Your assignment: From the records below, extract only the lines running from the line with "13,39 -83,26 -9,-27" to the line with "-26,11 6,15 -55,22", both lines included, reproducing them exactly.

Dataset records:

-*-*-

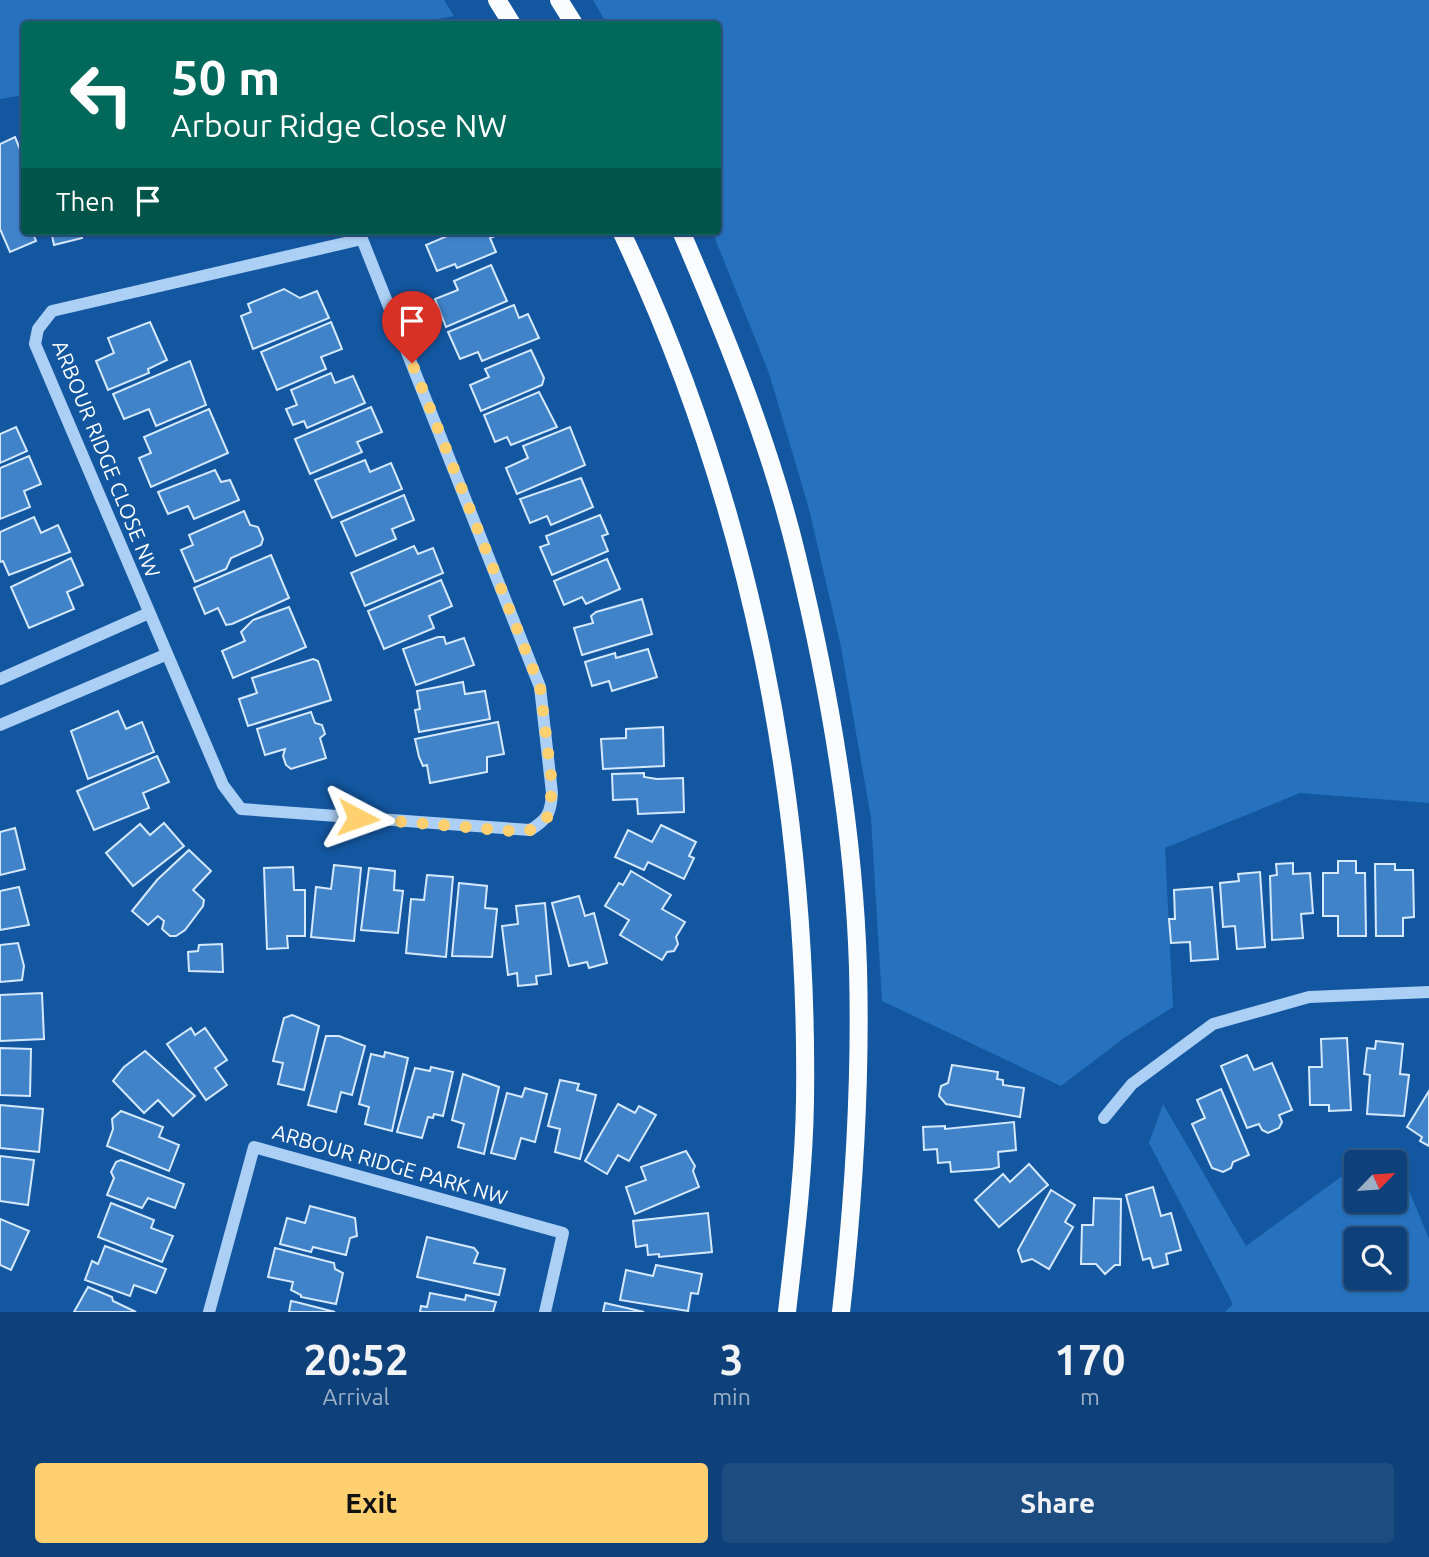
<!DOCTYPE html>
<html lang="en">
<head>
<meta charset="utf-8">
<style>
	body { margin:0; font-family:Ubuntu,sans-serif; background:#1c4c80; color:#f1f3f6; height:100vh; display:flex; flex-direction:column; font-size:26px; white-space:nowrap }
	* { box-sizing:border-box; margin:0 }
	p { font-size:23px; color:#9bafc6 }
	.icon { flex:none; width:38px; height:38px; fill:none; stroke:currentColor; stroke-width:2; stroke-linecap:round; stroke-linejoin:round }
	.map { position:relative; height:1312px; overflow:hidden }
	.panel { display:flex; flex-direction:column; background:#0e4179; flex:1 }
	.panel>* { flex:none }
	.guide { position:absolute; left:21px; top:21px; width:700px; height:214px; border-radius:7px; box-shadow:0 2px 5px #0004,0 0 0 2px #2e5a8a; background:#00695c; color:#fff; overflow:hidden }
	.needle { width:46px; rotate:65deg }
	.buttons { position:absolute; left:1344px; top:1150px; display:grid; gap:14px }
	.buttons a { display:grid; place-items:center; width:63px; height:63px; border-radius:7px; background:#0e4179; box-shadow:0 2px 5px #0004,0 0 0 2px #2e5a8a; font-size:35px }
	.pin { position:absolute; display:grid; place-items:center; width:60px; height:60px; color:#fff; margin:-72px -30px; border-radius:50% 50% 50% 0; rotate:-45deg; box-shadow:0 0 7px #0007 }
	.pin .icon { rotate:45deg }
	.me { position:absolute; width:77px; margin:-38px; rotate:94deg; stroke-linejoin:round; filter:drop-shadow(0 0 5px #0008) }
	.turn { display:flex; align-items:center; gap:24px; height:147px; padding:0 35px; font-size:32px }
	.turn .icon { width:91px; height:91px; stroke-width:2.5 }
	.turn b { display:block; font-size:49px; line-height:60px }
	.then { display:flex; align-items:center; height:66px; padding:0 35px; background:#0003; gap:14px; font-size:26px }
	.eta { display:flex; justify-content:space-evenly; align-items:center; height:119px; text-align:center }
	.eta b { font-size:42px; font-weight:700; line-height:49px }
	.primary-button { display:flex; gap:14px; margin-top:auto; padding:14px 35px }
	.primary-button a { flex:1; height:80px; border-radius:7px; background:#ffd070; color:#111; font-size:28px; font-weight:700; line-height:80px; text-align:center }
	.primary-button a+a { background:#1c4c80; color:#f1f3f6 }
	.map>svg:first-child { display:block }
	.green { fill:#2672bf; fill-rule:evenodd }
	.building { fill:#4083c9; stroke:#d5e9fe; stroke-width:2 }
	.lines { fill:none; stroke-linecap:round; stroke-linejoin:round }
	.minor { stroke:#acd0f5; stroke-width:12 }
	.major { stroke:#fafcff; stroke-width:18 }
	.route { stroke:#ffd070; stroke-width:12; stroke-dasharray:0 21.6 }
	.labels { text-anchor:middle; stroke-width:7; stroke-linejoin:round; paint-order:stroke }
	.street-label { font-size:21px; fill:#fff; stroke:#1357a1 }
</style>
</head>
<body>
<div class="map">
<svg width="1429" height="1312" viewBox="0 0 1429 1312">
	<rect width="100%" height="100%" fill="#1357a1"/>
	<!-- green -->
	<g class="green">
		<path d="M0,0h444l10,16 -46,8h-384v71l-24,4z"/>
		<path d="M593,0h836v803l-129,-10 -135,55 8,159 -49,31 -63,48 -179,-85 -11,-183 -30,-171 -32,-138 -40,-136 -57,-142h6v-207h-111z"/>
		<path d="M1163,1104l83,142 110,-80v34h39v-38h-29l29,-5 34,82v73h-204l8,-8 -84,-161zM1356,1239h39v39h-39z"/>
	</g>
	<!-- building -->
	<g class="building">
		<path d="M15,137l9,22v72h8l4,10 -26,11 -10,-23v-85z"/>
		<path d="M51,231h29l2,7 -28,7z"/>
		<path d="M459,231h34l2,5 -5,2 6,14 -39,16 -2,-4 -18,7 -11,-26z"/>
		<path d="M491,265l16,36 -61,26 -11,-28 23,-9 -4,-9z"/>
		<path d="M284,289l16,9 17,-7 12,27 -76,31 -12,-33 10,-4 -3,-8z"/>
		<path d="M514,305l5,13 9,-4 11,24 -57,23 -4,-9 -18,7 -12,-27z"/>
		<path d="M150,322l17,38 -19,9 1,4 -41,17 -12,-29 18,-8 -6,-15z"/>
		<path d="M331,322l11,27 -21,8 5,12 -49,21 -16,-38z"/>
		<path d="M531,350l13,28 -2,7 -61,26 -11,-26 19,-8 -4,-8z"/>
		<path d="M190,361l16,44 -50,21 -7,-17 -25,10 -11,-25z"/>
		<path d="M331,373l4,10 18,-7 12,27 -58,25 -3,-7 -11,4 -7,-16 11,-4 -6,-15z"/>
		<path d="M539,392l18,35 -46,18 -4,-8 -12,5 -11,-27z"/>
		<path d="M371,407l11,25 -25,10 5,10 -52,22 -15,-35z"/>
		<path d="M209,409l19,44 -77,34 -12,-29 12,-5 -7,-16z"/>
		<path d="M16,427l11,24 -27,12v-29z"/>
		<path d="M570,427l15,38 -68,29 -11,-26 22,-10 -5,-12z"/>
		<path d="M29,456l12,28 -17,7 6,16 -30,12v-51z"/>
		<path d="M365,460l5,12 21,-9 11,26 -70,29 -17,-38z"/>
		<path d="M215,470l6,12 9,-2 9,20 -45,19 -6,-13 -20,8 -10,-22z"/>
		<path d="M581,478l12,29 -42,18 -4,-9 -17,7 -10,-24z"/>
		<path d="M404,495l10,25 -22,9 4,10 -40,17 -15,-34z"/>
		<path d="M244,511l6,14 8,2 5,12 -2,6 -30,13 -5,11 -31,13 -14,-32 12,-5 -4,-10z"/>
		<path d="M600,515l8,19 -6,2 6,15 -56,24 -12,-28 9,-3 -3,-8z"/>
		<path d="M34,517l7,16 17,-8 12,27 -61,23 -6,-14 -3,1v-30z"/>
		<path d="M414,546l4,8 15,-6 10,25 -78,33 -14,-33z"/>
		<path d="M271,555l18,43 -57,26 -6,1 -8,-17 -13,6 -11,-26z"/>
		<path d="M71,558l12,27 -16,7 7,17 -45,19 -18,-41z"/>
		<path d="M607,559l13,30 -34,15 -4,-7 -18,8 -10,-24z"/>
		<path d="M441,580l11,26 -23,10 5,12 -50,21 -16,-38z"/>
		<path d="M642,599l10,35 -70,21 -8,-27 19,-5 -2,-7 5,-4z"/>
		<path d="M289,607l17,40 -73,31 -11,-27 23,-10 -4,-9 12,-12z"/>
		<path d="M438,637h6l2,7 18,-6 10,27 -58,20 -13,-36z"/>
		<path d="M648,649l9,28 -45,14 -3,-10 -17,5 -7,-24 30,-9 1,5z"/>
		<path d="M313,659l5,2 13,39 -83,26 -9,-27 18,-6 -5,-15z"/>
		<path d="M463,682l2,12 20,-3 5,28 -71,13 -4,-22 5,-1 -3,-18z"/>
		<path d="M118,711l8,18 16,-7 12,30 -66,27 -17,-48z"/>
		<path d="M311,712l4,11 7,2 3,9 -5,4 6,20 -35,11 -5,-4 -3,-9 2,-7 -20,6 -8,-26z"/>
		<path d="M498,722l6,32 -17,3v15l-57,11 -3,-18 -4,1 -4,-9 -4,-18z"/>
		<path d="M663,727l1,39 -61,3 -2,-30 25,-1v-9z"/>
		<path d="M157,756l12,26 -26,11 6,15 -55,22 -17,-39z"/>
		<path d="M644,773v4l13,2 26,-1 1,34 -46,2 -1,-15 -24,1 -1,-26z"/>
		<path d="M164,823l20,23 -51,40 -27,-33 34,-29 10,11z"/>
		<path d="M661,825l35,17 -7,14 5,2 -10,21 -36,-17 -4,8 -29,-13 13,-27 24,12z"/>
		<path d="M15,828l10,41 -25,6v-43z"/>
		<path d="M189,850l22,21 -18,19 11,10 -1,6 -18,24 -9,6h-6l-8,-7 2,-8 -6,-5 -10,9 -16,-14 25,-31z"/>
		<path d="M1338,861h18v12h9l1,63h-28v-20h-15v-43h15z"/>
		<path d="M1293,863v11l17,-1 3,40 -12,1 2,24 -31,2 -2,-64 7,-1 -1,-11z"/>
		<path d="M1375,864h20v6h18l1,47 -11,1v18h-27z"/>
		<path d="M334,865l27,3 -7,73 -43,-4 5,-50 15,2z"/>
		<path d="M293,867l1,23h11v46h-18l1,12 -21,1 -3,-81z"/>
		<path d="M369,868l26,3 -1,19 9,1 -5,42 -37,-3z"/>
		<path d="M631,871l40,24 -9,14 23,13 -9,15 2,7 -4,7 -7,1 -5,8 -42,-25 9,-15 -24,-14 14,-23 4,2z"/>
		<path d="M1260,872l5,75 -28,2 -2,-23 -12,1 -3,-44 19,-2 -1,-7z"/>
		<path d="M427,875l26,2 -7,80 -40,-4 5,-54 13,1z"/>
		<path d="M459,883l28,3 -2,22 12,1 -5,48 -40,-1z"/>
		<path d="M19,887l10,38 -29,5v-39z"/>
		<path d="M1212,887l6,72 -27,2 -1,-19 -19,1 -2,-24h6l-1,-29z"/>
		<path d="M579,896l6,20 9,-3 13,50 -18,5 -2,-6 -18,4 -17,-63z"/>
		<path d="M545,903l6,71 -15,2 1,8 -19,2 -1,-13 -9,2 -6,-49 16,-2 -2,-18z"/>
		<path d="M18,943l6,23 -2,14 -22,2v-37z"/>
		<path d="M222,944l1,28 -34,-1 -1,-19 10,-1 1,-6z"/>
		<path d="M42,993l2,46 -44,2v-46z"/>
		<path d="M292,1015l27,11 -15,64 -26,-6 5,-21 -10,-2 11,-43z"/>
		<path d="M191,1028l4,7 10,-7 22,32 -12,8 12,17 -21,15 -39,-56z"/>
		<path d="M326,1036h13l26,10 -13,49 -11,-3 -5,20 -28,-7z"/>
		<path d="M1347,1038l4,72 -22,1v-6h-19l-1,-38h13l-1,-28z"/>
		<path d="M1376,1041l27,3 -3,30 9,1 -5,41 -37,-2 3,-39 -6,-1 3,-26 8,1z"/>
		<path d="M0,1048l31,1 -1,47 -30,-1z"/>
		<path d="M145,1051l50,45 -22,20 -15,-16 -14,13 -31,-32 11,-14z"/>
		<path d="M385,1052l23,6 -16,73 -27,-7 4,-17 -10,-3 12,-50 13,3z"/>
		<path d="M1247,1055l7,15 18,-7 20,47 -13,5 3,7 -3,6 -11,5 -6,-3 -3,-6 -12,4 -26,-62z"/>
		<path d="M952,1065l46,7 -1,7 6,1v5l21,3 -4,29 -74,-13 -7,-8 2,-10 7,-3z"/>
		<path d="M431,1067l22,5 -10,44 -9,-2 -1,4 -5,-1 -6,21 -25,-6 18,-64 15,3z"/>
		<path d="M463,1074l36,13 -15,67 -26,-7 6,-23 -12,-4z"/>
		<path d="M560,1080l19,4 -2,6 19,5 -16,64 -25,-7 5,-23 -12,-3z"/>
		<path d="M525,1088l22,6 -12,48 -14,-4 -6,21 -24,-6 16,-60 15,4z"/>
		<path d="M1221,1089l28,66 -16,7 -2,6 -8,4 -11,-4 -20,-44 13,-6 -8,-18z"/>
		<path d="M1429,1091v55l-9,-5 2,-4 -15,-10z"/>
		<path d="M618,1104l17,9 4,-7 17,9 -27,46 -11,-6 -11,19 -22,-13z"/>
		<path d="M0,1105l43,4 -4,43 -39,-4z"/>
		<path d="M121,1111l42,16 -4,10 20,8 -10,26 -62,-25 6,-17 -1,-10z"/>
		<path d="M1014,1122l2,28 -18,2 1,15 -7,2 -41,3 -1,-10 -12,1 -1,-14 -13,1 -1,-23 22,-1v3z"/>
		<path d="M686,1151l9,15 -2,5 6,16 -64,27 -9,-27 20,-7 -5,-13z"/>
		<path d="M0,1156l34,4 -6,45 -28,-4z"/>
		<path d="M121,1160l63,24 -9,24 -27,-10 -6,10 -35,-13 7,-17 -3,-6 5,-10z"/>
		<path d="M1029,1164l19,21 -49,42 -24,-27 28,-26 7,8z"/>
		<path d="M1153,1187l8,29 10,-3 10,37 -15,4 2,10 -15,4 -3,-10 -7,2 -17,-65z"/>
		<path d="M1051,1190l24,15 -10,17 8,5 -24,42 -17,-10 -10,3 -4,-12z"/>
		<path d="M1094,1198l27,1 -1,66h-5l-10,9 -9,-10h-15l1,-39h11z"/>
		<path d="M111,1203l43,17 -3,8 22,8 -11,26 -64,-25z"/>
		<path d="M310,1206l45,12 2,18 -7,2 -4,17 -33,-8 -2,5 -31,-8 7,-26 18,5z"/>
		<path d="M708,1213l4,39 -53,5v-3l-11,1 -1,-10 -11,2 -3,-26z"/>
		<path d="M0,1219l29,12 -18,39 -11,-5z"/>
		<path d="M427,1237l47,11 4,5 -4,10 31,6 -6,26 -82,-18z"/>
		<path d="M105,1246l61,23 -10,24 -22,-8 -4,11 -45,-16 7,-19 6,3z"/>
		<path d="M275,1248l59,15 1,6 8,4 -7,31 -35,-7v-2l-10,-5 2,-8 -25,-5z"/>
		<path d="M656,1265l46,9 -4,20 -7,-1 -3,18 -68,-11 6,-30 27,6z"/>
		<path d="M88,1287l24,10 1,4 23,11h-62z"/>
		<path d="M430,1293l35,7 1,-5 30,7 -3,10h-73l1,-6 6,1z"/>
		<path d="M291,1301l5,1 39,10h-46z"/>
		<path d="M605,1303l39,9h-41z"/>
	</g>
	<g class="lines">
		<!-- minor -->
		<g class="minor">
			<path d="M362,239l178,448 12,106c-1,20 -5,27 -22,37l-289,-21 -18,-24 -188,-441 3,-15 14,-18z"/>
			<path d="M0,679l149,-66"/>
			<path d="M0,725l165,-70"/>
			<path d="M1104,1118l28,-34 81,-60 96,-27 120,-5"/>
			<path d="M209,1312l45,-165 309,86 -18,79"/>
		</g>
		<!-- major -->
		<g class="major">
			<path d="M497,0l15,24"/>
			<path d="M559,0l15,24"/>
			<path d="M621,231c129,271 188,571 184,870 -1,70 -10,141 -18,211"/>
			<path d="M681,231c45,105 89,213 116,325 32,132 57,276 61,412 3,115 -4,229 -17,344"/>
		</g>
	</g>
	<g class="lines">
		<!-- route -->
		<path class="route" d="M358,818l154,13 18,-1 15,-9 6,-11v-34l-11,-89 -128,-324"/>
	</g>
	<g class="labels">
		<!-- street labels -->
		<g class="street-label">
			<text transform="translate(106 459) rotate(68)" y="7">ARBOUR RIDGE CLOSE NW</text>
			<text transform="translate(390 1165) rotate(16)" y="7">ARBOUR RIDGE PARK NW</text>
		</g>
	</g>
</svg>
<div class="buttons">
<a><svg class="needle" viewBox="-14 -14 28 28"><path d="M0-13l5 13h-10z" fill="#e53935"/><path d="M0 13l5-13h-10z" fill="#9bafc6"/></svg></a>
<a><svg class="icon" aria-label="search" viewBox="0 0 24 24"><circle cx="10" cy="10" r="6"/><path d="M15 15l6 6"/></svg></a>
</div>
<div class="pin" style="left:412px;top:363px;background:#d93025"><svg class="icon" aria-label="arrive" viewBox="0 0 24 24"><path d="M6 21V4h12l-3 4 3 4H6"/></svg></div>
<svg class="me" style="left:358px;top:818px" viewBox="-20 -20 40 40"><path d="M0-17L14 15 0 8-14 15z" fill="#ffd070" stroke="#fff" stroke-width="4"/></svg>
<div class="guide">
<div class="turn"><svg class="icon" aria-label="left" viewBox="0 0 24 24"><path d="M17 20v-9H6M10 6l-5 5 5 5"/></svg><div><b>50 m</b>Arbour Ridge Close NW</div></div>
<div class="then">Then<svg class="icon" aria-label="arrive" viewBox="0 0 24 24"><path d="M6 21V4h12l-3 4 3 4H6"/></svg></div>
</div>
</div>
<section class="panel">
<div class="eta">
<div><b>20:52</b><p>Arrival</p></div>
<div><b>3</b><p>min</p></div>
<div><b>170</b><p>m</p></div>
</div>
<div class="primary-button"><a>Exit</a><a>Share</a></div>
</section>
</body>
</html>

-*-*-

Solution to this exercise:
		<path d="M313,659l5,2 13,39 -83,26 -9,-27 18,-6 -5,-15z"/>
		<path d="M463,682l2,12 20,-3 5,28 -71,13 -4,-22 5,-1 -3,-18z"/>
		<path d="M118,711l8,18 16,-7 12,30 -66,27 -17,-48z"/>
		<path d="M311,712l4,11 7,2 3,9 -5,4 6,20 -35,11 -5,-4 -3,-9 2,-7 -20,6 -8,-26z"/>
		<path d="M498,722l6,32 -17,3v15l-57,11 -3,-18 -4,1 -4,-9 -4,-18z"/>
		<path d="M663,727l1,39 -61,3 -2,-30 25,-1v-9z"/>
		<path d="M157,756l12,26 -26,11 6,15 -55,22 -17,-39z"/>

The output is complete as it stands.